> _About this task_:
Return every record in full. Match each one exactly.

........

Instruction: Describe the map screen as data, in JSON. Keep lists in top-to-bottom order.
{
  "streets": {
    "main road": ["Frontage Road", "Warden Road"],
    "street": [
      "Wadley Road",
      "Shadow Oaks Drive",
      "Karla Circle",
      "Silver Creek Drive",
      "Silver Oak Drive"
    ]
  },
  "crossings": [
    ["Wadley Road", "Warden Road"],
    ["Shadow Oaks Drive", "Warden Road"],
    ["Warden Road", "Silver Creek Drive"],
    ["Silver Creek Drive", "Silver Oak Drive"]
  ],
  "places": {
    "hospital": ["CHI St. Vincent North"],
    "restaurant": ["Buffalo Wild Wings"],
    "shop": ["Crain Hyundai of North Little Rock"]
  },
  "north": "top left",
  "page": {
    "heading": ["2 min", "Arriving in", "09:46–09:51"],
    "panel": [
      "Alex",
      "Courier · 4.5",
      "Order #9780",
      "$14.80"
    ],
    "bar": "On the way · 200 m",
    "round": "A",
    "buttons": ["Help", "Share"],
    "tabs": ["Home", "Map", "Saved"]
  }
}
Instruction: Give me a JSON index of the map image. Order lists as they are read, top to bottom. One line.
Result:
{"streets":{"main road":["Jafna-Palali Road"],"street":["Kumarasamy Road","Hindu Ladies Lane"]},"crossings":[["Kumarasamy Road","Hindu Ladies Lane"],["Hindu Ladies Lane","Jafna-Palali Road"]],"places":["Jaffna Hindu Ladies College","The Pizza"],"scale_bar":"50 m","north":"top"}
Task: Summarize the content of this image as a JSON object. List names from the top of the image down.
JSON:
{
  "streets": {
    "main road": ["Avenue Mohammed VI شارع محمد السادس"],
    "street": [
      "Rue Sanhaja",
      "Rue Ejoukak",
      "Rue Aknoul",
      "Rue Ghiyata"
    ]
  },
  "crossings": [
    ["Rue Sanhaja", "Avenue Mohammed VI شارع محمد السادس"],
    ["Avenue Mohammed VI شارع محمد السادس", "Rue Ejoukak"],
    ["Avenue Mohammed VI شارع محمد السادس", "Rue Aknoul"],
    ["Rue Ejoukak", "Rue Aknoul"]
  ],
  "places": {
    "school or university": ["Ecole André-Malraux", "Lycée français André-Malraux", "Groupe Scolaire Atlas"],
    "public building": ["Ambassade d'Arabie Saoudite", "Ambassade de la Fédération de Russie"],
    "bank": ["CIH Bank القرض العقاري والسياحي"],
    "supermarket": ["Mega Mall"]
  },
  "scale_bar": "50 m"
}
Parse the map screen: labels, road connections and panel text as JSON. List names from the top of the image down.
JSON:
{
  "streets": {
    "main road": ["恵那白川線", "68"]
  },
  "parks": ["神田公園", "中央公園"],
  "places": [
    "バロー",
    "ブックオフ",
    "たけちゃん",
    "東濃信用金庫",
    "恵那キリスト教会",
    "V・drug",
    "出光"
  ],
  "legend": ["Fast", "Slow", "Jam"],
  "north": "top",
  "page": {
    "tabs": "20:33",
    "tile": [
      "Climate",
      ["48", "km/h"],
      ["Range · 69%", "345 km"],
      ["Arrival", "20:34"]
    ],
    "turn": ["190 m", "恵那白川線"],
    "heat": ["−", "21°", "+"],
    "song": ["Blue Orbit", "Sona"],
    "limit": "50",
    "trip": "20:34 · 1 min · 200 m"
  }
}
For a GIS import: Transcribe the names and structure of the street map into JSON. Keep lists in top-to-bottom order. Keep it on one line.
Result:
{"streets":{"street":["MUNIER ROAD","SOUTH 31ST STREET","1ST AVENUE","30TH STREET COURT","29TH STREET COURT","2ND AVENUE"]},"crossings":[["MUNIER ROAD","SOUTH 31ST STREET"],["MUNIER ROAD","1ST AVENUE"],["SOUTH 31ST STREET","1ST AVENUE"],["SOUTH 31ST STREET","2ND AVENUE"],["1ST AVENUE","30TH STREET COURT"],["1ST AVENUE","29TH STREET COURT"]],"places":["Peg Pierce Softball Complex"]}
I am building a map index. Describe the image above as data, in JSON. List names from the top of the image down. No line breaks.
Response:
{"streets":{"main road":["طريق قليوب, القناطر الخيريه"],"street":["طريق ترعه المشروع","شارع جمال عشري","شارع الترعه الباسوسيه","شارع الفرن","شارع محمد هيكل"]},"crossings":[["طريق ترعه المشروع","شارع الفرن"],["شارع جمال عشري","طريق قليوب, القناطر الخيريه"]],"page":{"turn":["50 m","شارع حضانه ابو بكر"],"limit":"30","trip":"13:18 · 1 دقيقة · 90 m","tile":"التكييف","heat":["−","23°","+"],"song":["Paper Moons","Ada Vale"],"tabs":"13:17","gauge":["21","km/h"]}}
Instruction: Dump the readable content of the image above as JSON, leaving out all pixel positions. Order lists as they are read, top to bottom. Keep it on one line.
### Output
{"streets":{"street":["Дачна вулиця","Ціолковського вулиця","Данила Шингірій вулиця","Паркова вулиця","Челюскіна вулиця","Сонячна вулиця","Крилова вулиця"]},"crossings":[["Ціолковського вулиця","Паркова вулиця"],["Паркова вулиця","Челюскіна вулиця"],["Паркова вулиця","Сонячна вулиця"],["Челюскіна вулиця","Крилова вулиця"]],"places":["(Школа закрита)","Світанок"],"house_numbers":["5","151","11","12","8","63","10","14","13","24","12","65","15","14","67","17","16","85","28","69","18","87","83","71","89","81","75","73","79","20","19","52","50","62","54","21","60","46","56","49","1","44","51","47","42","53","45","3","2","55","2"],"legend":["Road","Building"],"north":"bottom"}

........

> _Result of this task_:
Instruction: Describe the map screen as data, in JSON. Keep lists in top-to-bottom order.
{
  "streets": {
    "main road": ["Frontage Road", "Warden Road"],
    "street": [
      "Wadley Road",
      "Shadow Oaks Drive",
      "Karla Circle",
      "Silver Creek Drive",
      "Silver Oak Drive"
    ]
  },
  "crossings": [
    ["Wadley Road", "Warden Road"],
    ["Shadow Oaks Drive", "Warden Road"],
    ["Warden Road", "Silver Creek Drive"],
    ["Silver Creek Drive", "Silver Oak Drive"]
  ],
  "places": {
    "hospital": ["CHI St. Vincent North"],
    "restaurant": ["Buffalo Wild Wings"],
    "shop": ["Crain Hyundai of North Little Rock"]
  },
  "north": "top left",
  "page": {
    "heading": ["2 min", "Arriving in", "09:46–09:51"],
    "panel": [
      "Alex",
      "Courier · 4.5",
      "Order #9780",
      "$14.80"
    ],
    "bar": "On the way · 200 m",
    "round": "A",
    "buttons": ["Help", "Share"],
    "tabs": ["Home", "Map", "Saved"]
  }
}
Instruction: Give me a JSON index of the map image. Order lists as they are read, top to bottom. One line.
Result:
{"streets":{"main road":["Jafna-Palali Road"],"street":["Kumarasamy Road","Hindu Ladies Lane"]},"crossings":[["Kumarasamy Road","Hindu Ladies Lane"],["Hindu Ladies Lane","Jafna-Palali Road"]],"places":["Jaffna Hindu Ladies College","The Pizza"],"scale_bar":"50 m","north":"top"}
Task: Summarize the content of this image as a JSON object. List names from the top of the image down.
JSON:
{
  "streets": {
    "main road": ["Avenue Mohammed VI شارع محمد السادس"],
    "street": [
      "Rue Sanhaja",
      "Rue Ejoukak",
      "Rue Aknoul",
      "Rue Ghiyata"
    ]
  },
  "crossings": [
    ["Rue Sanhaja", "Avenue Mohammed VI شارع محمد السادس"],
    ["Avenue Mohammed VI شارع محمد السادس", "Rue Ejoukak"],
    ["Avenue Mohammed VI شارع محمد السادس", "Rue Aknoul"],
    ["Rue Ejoukak", "Rue Aknoul"]
  ],
  "places": {
    "school or university": ["Ecole André-Malraux", "Lycée français André-Malraux", "Groupe Scolaire Atlas"],
    "public building": ["Ambassade d'Arabie Saoudite", "Ambassade de la Fédération de Russie"],
    "bank": ["CIH Bank القرض العقاري والسياحي"],
    "supermarket": ["Mega Mall"]
  },
  "scale_bar": "50 m"
}
Parse the map screen: labels, road connections and panel text as JSON. List names from the top of the image down.
JSON:
{
  "streets": {
    "main road": ["恵那白川線", "68"]
  },
  "parks": ["神田公園", "中央公園"],
  "places": [
    "バロー",
    "ブックオフ",
    "たけちゃん",
    "東濃信用金庫",
    "恵那キリスト教会",
    "V・drug",
    "出光"
  ],
  "legend": ["Fast", "Slow", "Jam"],
  "north": "top",
  "page": {
    "tabs": "20:33",
    "tile": [
      "Climate",
      ["48", "km/h"],
      ["Range · 69%", "345 km"],
      ["Arrival", "20:34"]
    ],
    "turn": ["190 m", "恵那白川線"],
    "heat": ["−", "21°", "+"],
    "song": ["Blue Orbit", "Sona"],
    "limit": "50",
    "trip": "20:34 · 1 min · 200 m"
  }
}
For a GIS import: Transcribe the names and structure of the street map into JSON. Keep lists in top-to-bottom order. Keep it on one line.
Result:
{"streets":{"street":["MUNIER ROAD","SOUTH 31ST STREET","1ST AVENUE","30TH STREET COURT","29TH STREET COURT","2ND AVENUE"]},"crossings":[["MUNIER ROAD","SOUTH 31ST STREET"],["MUNIER ROAD","1ST AVENUE"],["SOUTH 31ST STREET","1ST AVENUE"],["SOUTH 31ST STREET","2ND AVENUE"],["1ST AVENUE","30TH STREET COURT"],["1ST AVENUE","29TH STREET COURT"]],"places":["Peg Pierce Softball Complex"]}
I am building a map index. Describe the image above as data, in JSON. List names from the top of the image down. No line breaks.
Response:
{"streets":{"main road":["طريق قليوب, القناطر الخيريه"],"street":["طريق ترعه المشروع","شارع جمال عشري","شارع الترعه الباسوسيه","شارع الفرن","شارع محمد هيكل"]},"crossings":[["طريق ترعه المشروع","شارع الفرن"],["شارع جمال عشري","طريق قليوب, القناطر الخيريه"]],"page":{"turn":["50 m","شارع حضانه ابو بكر"],"limit":"30","trip":"13:18 · 1 دقيقة · 90 m","tile":"التكييف","heat":["−","23°","+"],"song":["Paper Moons","Ada Vale"],"tabs":"13:17","gauge":["21","km/h"]}}
Instruction: Dump the readable content of the image above as JSON, leaving out all pixel positions. Order lists as they are read, top to bottom. Keep it on one line.
### Output
{"streets":{"street":["Дачна вулиця","Ціолковського вулиця","Данила Шингірій вулиця","Паркова вулиця","Челюскіна вулиця","Сонячна вулиця","Крилова вулиця"]},"crossings":[["Ціолковського вулиця","Паркова вулиця"],["Паркова вулиця","Челюскіна вулиця"],["Паркова вулиця","Сонячна вулиця"],["Челюскіна вулиця","Крилова вулиця"]],"places":["(Школа закрита)","Світанок"],"house_numbers":["5","151","11","12","8","63","10","14","13","24","12","65","15","14","67","17","16","85","28","69","18","87","83","71","89","81","75","73","79","20","19","52","50","62","54","21","60","46","56","49","1","44","51","47","42","53","45","3","2","55","2"],"legend":["Road","Building"],"north":"bottom"}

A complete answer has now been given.